The Earth is a writhing, seething cauldron of molten rock and metal. In some spots under the Earth, the pressure builds and builds, until something has to give, and KABLAM! You get a huge volcanic eruption.
On the other hand, sometimes the pressure just gets relieved nicely and steadily and politely, like in the Klyuchevskaya volcano in Kamchatka, Russia, as seen in this gorgeous Terra satellite image:
It’s a bit hard to tell here, but this is one teeny tiny part of a breathtakingly ginormous image that you can get by clicking the picture. Seriously, it’s 6000 x 8500 pixels.
And it’s stunning. This volcano, located in the far east side of Asia, erupts pretty steadily. That’s actually a good thing, given that first scenario above. There are actually four erupting volcanoes in this area; another one, Bezymianny, can be seen just below the big one. In the original huge image, you can barely see either of them, but in this close crop you can see the plumes from both blowing to the northeast. And if you look carefully, you can even see a glowing red line indicating lava flows on Klyuchevskaya right at the peak. In the full size image you can actually see two such flows.

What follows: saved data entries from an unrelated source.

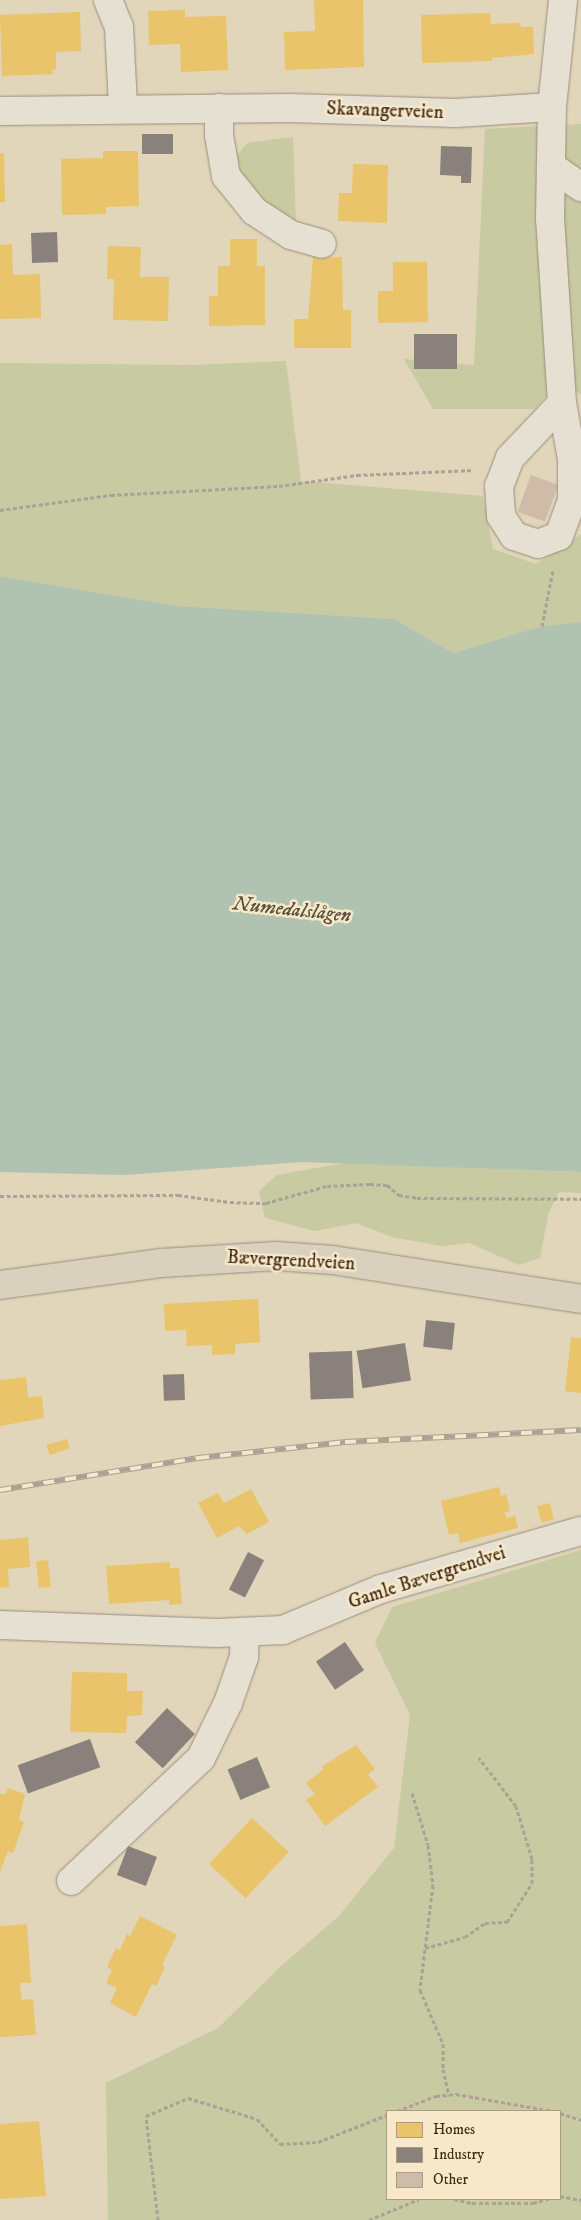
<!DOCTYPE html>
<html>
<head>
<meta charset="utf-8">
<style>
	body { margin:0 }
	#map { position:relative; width:581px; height:2220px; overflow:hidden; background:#e1d5ba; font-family:"IM FELL DW Pica",serif }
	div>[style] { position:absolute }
	.green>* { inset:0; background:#c8caa1 }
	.water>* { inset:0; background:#b0c3b0 }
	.homes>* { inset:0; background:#e9c46a; transform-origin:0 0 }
	.industry>* { inset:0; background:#8a817c; transform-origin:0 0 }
	.building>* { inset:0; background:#cfbca8; transform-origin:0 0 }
	.path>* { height:3px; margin-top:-1.5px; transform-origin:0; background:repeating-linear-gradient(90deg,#a9a295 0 4px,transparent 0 6.5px) }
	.roads { filter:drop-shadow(0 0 1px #988e7d) drop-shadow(0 0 1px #988e7d) }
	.minor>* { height:28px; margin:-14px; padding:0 14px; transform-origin:14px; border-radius:14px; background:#e6e0d3 }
	.major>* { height:28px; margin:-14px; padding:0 14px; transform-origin:14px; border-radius:14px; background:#d9d1be }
	.rail>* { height:5.5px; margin-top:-2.75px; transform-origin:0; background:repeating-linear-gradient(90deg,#f6e8c8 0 11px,#a9a295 0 22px); box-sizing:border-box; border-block:1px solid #a9a295 }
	span { translate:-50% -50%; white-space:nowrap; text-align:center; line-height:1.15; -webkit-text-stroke:5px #f6e8c8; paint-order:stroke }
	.street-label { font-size:19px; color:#402916 }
	.water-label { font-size:20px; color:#574e3b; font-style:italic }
	.legend { position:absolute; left:386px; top:2110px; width:175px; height:90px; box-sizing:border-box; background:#f6e8c8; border:1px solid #ad9c81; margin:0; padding:6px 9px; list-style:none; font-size:15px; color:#402916 }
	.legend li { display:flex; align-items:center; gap:10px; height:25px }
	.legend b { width:25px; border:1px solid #ad9c81 }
</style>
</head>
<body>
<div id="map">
	<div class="green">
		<div style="clip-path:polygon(581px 124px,581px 394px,557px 383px,535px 409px,433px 409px,404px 359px,474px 365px,485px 129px)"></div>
		<div style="clip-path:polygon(293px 137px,296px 225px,249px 192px,235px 159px,247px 143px)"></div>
		<div style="clip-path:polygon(286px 361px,301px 481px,483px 496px,493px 549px,536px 564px,581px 534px,581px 622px,542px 626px,453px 653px,394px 619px,177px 606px,0 576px,0 363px,193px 365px)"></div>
		<div style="clip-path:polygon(345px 1163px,581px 1172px,581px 1193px,559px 1192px,548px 1215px,540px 1258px,519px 1265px,469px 1243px,441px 1246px,392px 1237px,356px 1223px,315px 1231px,265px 1218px,259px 1191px,277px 1175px)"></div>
		<div style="clip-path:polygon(evenodd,581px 1550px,581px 2220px,108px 2220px,106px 2083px,218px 2028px,281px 1966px,338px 1917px,394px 1848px,410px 1715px,375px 1643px,392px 1607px,581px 1550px,387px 2111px,560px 2111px,560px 2199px,387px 2199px,387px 2111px)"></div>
	</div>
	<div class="water">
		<div style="clip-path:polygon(0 576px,177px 606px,394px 619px,453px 653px,542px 626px,581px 622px,581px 1172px,303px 1162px,125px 1175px,0 1172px)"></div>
	</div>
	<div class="homes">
		<div style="clip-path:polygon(314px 0,363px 0,364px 67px,285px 70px,284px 32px,315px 31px)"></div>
		<div style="clip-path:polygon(185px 10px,185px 17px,226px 16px,228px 70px,181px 72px,180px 44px,149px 45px,148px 11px)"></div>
		<div style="clip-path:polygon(80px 12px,81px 51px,56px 52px,56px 69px,52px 70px,53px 74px,2px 76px,0 15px)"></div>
		<div style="clip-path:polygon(490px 13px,491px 24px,520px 23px,521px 27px,533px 27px,534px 54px,492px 58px,492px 61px,422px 63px,421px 15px)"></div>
		<div style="clip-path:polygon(103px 151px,138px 151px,139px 206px,106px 207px,106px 214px,62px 215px,61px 159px,103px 158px)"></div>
		<div style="clip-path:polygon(0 153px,4px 153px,5px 202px,0 202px)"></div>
		<div style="clip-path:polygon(353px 164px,388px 165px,387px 223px,338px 221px,339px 193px,352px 193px)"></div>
		<div style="clip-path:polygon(230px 239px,257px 239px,257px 266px,265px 266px,265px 325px,209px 326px,209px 296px,218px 296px,218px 266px,230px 266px)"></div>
		<div style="clip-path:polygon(12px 244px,13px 275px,40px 274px,41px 318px,0 319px,0 245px)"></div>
		<div style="clip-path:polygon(108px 246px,141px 247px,140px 277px,169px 277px,168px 321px,113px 320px,114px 279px,107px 279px)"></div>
		<div style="clip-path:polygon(313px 257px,342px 257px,343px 310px,351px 310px,351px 348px,294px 348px,294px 319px,308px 319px)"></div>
		<div style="clip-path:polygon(393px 262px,427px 262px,428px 322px,378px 323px,378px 291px,393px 291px)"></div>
		<div style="clip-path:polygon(258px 1299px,260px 1342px,235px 1344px,235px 1354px,212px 1355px,212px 1345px,187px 1346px,186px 1330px,165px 1331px,164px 1304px)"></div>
		<div style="clip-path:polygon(571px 1337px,581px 1338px,581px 1393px,565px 1391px)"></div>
		<div style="clip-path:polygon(26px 1377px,28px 1397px,42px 1396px,44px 1418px,0 1426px,0 1380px)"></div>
		<div style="clip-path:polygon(67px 1439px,70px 1448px,50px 1455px,46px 1445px)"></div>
		<div style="clip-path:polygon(499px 1487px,501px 1496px,506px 1494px,510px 1511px,505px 1512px,506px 1518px,515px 1516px,518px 1528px,460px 1543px,458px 1533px,449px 1535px,441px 1501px)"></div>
		<div style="clip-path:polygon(251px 1489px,269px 1522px,247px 1534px,239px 1526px,217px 1538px,198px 1503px,218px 1493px,224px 1503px)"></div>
		<div style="left:550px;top:1503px;width:17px;height:13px;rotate:77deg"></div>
		<div style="clip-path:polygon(28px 1537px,30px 1567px,8px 1569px,9px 1587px,0 1588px,0 1540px)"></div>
		<div style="left:48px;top:1560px;width:27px;height:12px;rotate:84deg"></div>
		<div style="clip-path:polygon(170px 1562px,170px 1568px,179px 1568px,182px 1604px,169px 1605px,169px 1600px,109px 1604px,106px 1566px)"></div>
		<div style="clip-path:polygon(72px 1672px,127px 1673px,127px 1691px,143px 1691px,142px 1715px,127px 1716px,126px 1733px,70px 1732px)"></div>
		<div style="clip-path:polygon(356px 1745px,375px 1769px,368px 1774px,378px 1787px,325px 1826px,306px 1800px,315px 1794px,306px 1783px,324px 1769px,321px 1767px)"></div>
		<div style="clip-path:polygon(8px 1788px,25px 1794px,19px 1820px,24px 1822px,13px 1853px,8px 1851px,0 1872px,0 1793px,5px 1795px)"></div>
		<div style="left:252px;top:1818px;width:50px;height:63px;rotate:43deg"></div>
		<div style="clip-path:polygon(140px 1916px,177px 1935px,162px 1965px,165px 1967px,156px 1986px,152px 1984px,136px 2017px,110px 2003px,117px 1988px,106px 1983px,112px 1970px,107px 1967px,116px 1948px,120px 1950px,127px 1934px,130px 1936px)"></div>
		<div style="clip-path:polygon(27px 1924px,31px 1983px,20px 1983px,22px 2000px,33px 1999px,36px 2035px,0 2037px,0 1926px)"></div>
		<div style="clip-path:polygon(39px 2121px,46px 2196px,0 2199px,0 2124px)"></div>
	</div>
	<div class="industry">
		<div style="left:142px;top:134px;width:31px;height:20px"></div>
		<div style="clip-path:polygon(441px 146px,472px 147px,471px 183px,461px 183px,461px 176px,440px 175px)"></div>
		<div style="left:57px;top:232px;width:30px;height:26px;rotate:88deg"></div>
		<div style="left:414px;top:334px;width:43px;height:35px"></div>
		<div style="left:426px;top:1320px;width:29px;height:27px;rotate:6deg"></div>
		<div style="left:405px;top:1343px;width:38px;height:49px;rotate:81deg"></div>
		<div style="left:352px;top:1351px;width:47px;height:43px;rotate:88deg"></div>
		<div style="left:184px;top:1374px;width:26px;height:21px;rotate:88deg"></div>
		<div style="left:248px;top:1552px;width:18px;height:42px;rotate:27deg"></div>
		<div style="left:345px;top:1642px;width:34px;height:35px;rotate:56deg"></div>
		<div style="left:167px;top:1708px;width:38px;height:47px;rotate:43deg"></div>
		<div style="left:90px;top:1739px;width:30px;height:77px;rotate:70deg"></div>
		<div style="left:257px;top:1757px;width:33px;height:32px;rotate:67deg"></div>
		<div style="left:128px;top:1846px;width:31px;height:31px;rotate:21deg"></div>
	</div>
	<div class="building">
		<div style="left:531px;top:475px;width:29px;height:39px;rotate:20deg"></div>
	</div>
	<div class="path">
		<div style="left:0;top:510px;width:112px;rotate:-7.7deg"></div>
		<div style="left:111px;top:495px;width:168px;rotate:-3.1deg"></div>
		<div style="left:279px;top:486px;width:79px;rotate:-8deg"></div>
		<div style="left:357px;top:475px;width:117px;rotate:-2.4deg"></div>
		<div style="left:542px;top:626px;width:57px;rotate:-78.9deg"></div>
		<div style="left:0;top:1196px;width:178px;rotate:-0.3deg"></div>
		<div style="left:178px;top:1195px;width:52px;rotate:7.7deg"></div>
		<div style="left:230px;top:1202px;width:36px;rotate:2deg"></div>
		<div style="left:266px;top:1203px;width:63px;rotate:-15.6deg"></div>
		<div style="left:327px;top:1186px;width:43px;rotate:-2.7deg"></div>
		<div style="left:370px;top:1184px;width:17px;rotate:3deg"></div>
		<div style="left:387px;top:1185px;width:16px;rotate:40deg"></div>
		<div style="left:399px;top:1195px;width:18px;rotate:9deg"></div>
		<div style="left:417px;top:1198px;width:164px;rotate:0.3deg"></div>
		<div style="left:412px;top:1793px;width:54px;rotate:72.9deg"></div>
		<div style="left:428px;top:1845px;width:40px;rotate:82.9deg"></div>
		<div style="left:433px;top:1885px;width:106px;rotate:97.1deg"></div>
		<div style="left:420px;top:1990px;width:59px;rotate:66.9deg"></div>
		<div style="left:443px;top:2044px;width:25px;rotate:90deg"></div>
		<div style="left:443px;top:2069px;width:27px;rotate:77deg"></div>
		<div style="left:425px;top:1948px;width:41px;rotate:-15.4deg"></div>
		<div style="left:465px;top:1937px;width:24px;rotate:-35deg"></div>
		<div style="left:485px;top:1923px;width:22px;rotate:-3deg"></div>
		<div style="left:507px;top:1922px;width:46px;rotate:-57.3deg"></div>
		<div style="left:532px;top:1883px;width:24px;rotate:-90deg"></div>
		<div style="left:532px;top:1859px;width:55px;rotate:-106.8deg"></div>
		<div style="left:516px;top:1806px;width:61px;rotate:-127.6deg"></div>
		<div style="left:397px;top:2111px;width:42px;rotate:-21deg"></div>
		<div style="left:436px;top:2096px;width:20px;rotate:-6deg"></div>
		<div style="left:456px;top:2094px;width:97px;rotate:10deg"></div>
		<div style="left:560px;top:2113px;width:22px;rotate:18deg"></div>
		<div style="left:560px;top:2196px;width:21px;rotate:11deg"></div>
		<div style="left:454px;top:2199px;width:18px;rotate:13deg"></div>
		<div style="left:472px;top:2203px;width:61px"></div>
		<div style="left:533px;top:2203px;width:16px;rotate:-15deg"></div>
		<div style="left:158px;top:2220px;width:105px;rotate:-96.6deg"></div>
		<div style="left:146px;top:2116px;width:46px;rotate:-23.2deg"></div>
		<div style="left:188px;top:2098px;width:72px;rotate:16.9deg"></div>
		<div style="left:257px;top:2119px;width:34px;rotate:47deg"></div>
		<div style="left:280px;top:2144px;width:38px;rotate:-3deg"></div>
		<div style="left:318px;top:2142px;width:74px;rotate:-21.4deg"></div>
		<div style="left:369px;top:2220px;width:54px;rotate:-22.8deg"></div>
	</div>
	<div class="roads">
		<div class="minor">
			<div style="left:108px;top:0;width:29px;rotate:68deg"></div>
			<div style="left:119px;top:27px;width:80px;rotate:87.1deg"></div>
			<div style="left:219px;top:108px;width:27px;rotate:90deg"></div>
			<div style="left:219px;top:135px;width:42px;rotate:80.3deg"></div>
			<div style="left:226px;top:176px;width:45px;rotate:51.3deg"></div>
			<div style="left:254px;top:211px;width:44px;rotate:33deg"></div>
			<div style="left:291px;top:235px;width:32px;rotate:16deg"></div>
			<div style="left:0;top:111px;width:290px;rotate:-0.6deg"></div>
			<div style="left:290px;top:108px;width:165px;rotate:1.7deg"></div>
			<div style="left:455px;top:113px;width:97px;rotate:-3.5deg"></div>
			<div style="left:551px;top:166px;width:37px;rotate:35deg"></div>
			<div style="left:562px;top:403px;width:76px;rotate:133.4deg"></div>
			<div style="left:510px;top:458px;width:30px;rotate:111deg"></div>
			<div style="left:499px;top:486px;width:30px;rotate:86deg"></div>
			<div style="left:501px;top:516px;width:24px;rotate:57deg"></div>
			<div style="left:514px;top:536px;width:25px;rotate:18deg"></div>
			<div style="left:538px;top:544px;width:22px;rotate:-21deg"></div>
			<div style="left:559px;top:536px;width:37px;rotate:-70deg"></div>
			<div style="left:572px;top:501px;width:42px;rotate:-90deg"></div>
			<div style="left:572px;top:459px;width:57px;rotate:-100.1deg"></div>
			<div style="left:562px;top:403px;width:184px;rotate:-93.7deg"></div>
			<div style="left:550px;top:219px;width:112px;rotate:-89deg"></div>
			<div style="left:552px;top:107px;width:108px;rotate:-84.1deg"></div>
			<div style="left:0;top:1625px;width:217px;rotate:2.1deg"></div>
			<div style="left:217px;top:1633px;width:66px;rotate:-2.6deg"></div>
			<div style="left:283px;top:1630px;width:106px;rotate:-22.7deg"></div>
			<div style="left:381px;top:1589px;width:208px;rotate:-16.2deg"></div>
			<div style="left:71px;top:1881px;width:179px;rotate:-43.4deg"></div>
			<div style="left:201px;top:1758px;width:61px;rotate:-63.9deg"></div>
			<div style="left:228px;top:1703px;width:49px;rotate:-70.8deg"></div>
			<div style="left:244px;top:1657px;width:24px;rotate:-88deg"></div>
		</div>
		<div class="major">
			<div style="left:0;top:1285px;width:162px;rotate:-7.8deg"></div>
			<div style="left:161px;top:1263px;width:115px;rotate:-3.5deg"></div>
			<div style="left:276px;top:1256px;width:57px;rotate:4deg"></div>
			<div style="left:333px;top:1260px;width:251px;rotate:8.9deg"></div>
		</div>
	</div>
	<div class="rail">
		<div style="left:0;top:1490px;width:201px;rotate:-9.2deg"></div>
		<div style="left:198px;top:1458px;width:148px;rotate:-6.2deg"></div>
		<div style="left:345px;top:1442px;width:236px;rotate:-2.9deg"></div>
	</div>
	<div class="street-label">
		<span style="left:385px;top:111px;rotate:2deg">Skavangerveien</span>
		<span style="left:291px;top:1261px;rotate:3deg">Bævergrendveien</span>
		<span style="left:427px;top:1578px;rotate:-18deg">Gamle Bævergrendvei</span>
	</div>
	<div class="water-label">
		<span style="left:292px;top:910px;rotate:6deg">Numedalslågen</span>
	</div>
	<ul class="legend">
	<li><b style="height:14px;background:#e9c46a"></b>Homes</li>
	<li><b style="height:14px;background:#8a817c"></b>Industry</li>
	<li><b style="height:14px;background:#cfbca8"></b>Other</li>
	</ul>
</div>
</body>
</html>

When I was a kid I loved space and volcanoes and dinosaurs. I used to draw giant Apatosauri (though we called ’em brontosauri back then) with big conic volcanoes in the background blowing out giant plumes. My scientific accuracy was probably somewhat dwarfed by my enthusiasm back then, but the cool thing is now, as a grown-up, I get to see pictures like this one! Maybe there are no dinosaurs in them, but there’s still something incredibly cool about looking down on a volcano. And you can see the shadow of the plumes on the ground, too!
People joke about living in the future, but c’mon: we get satellite pictures of erupting volcanoes in full color and high-resolution delivered right to computers in our homes.
I love the future. Which is good, because I’ll be spending the rest of my life there. You too.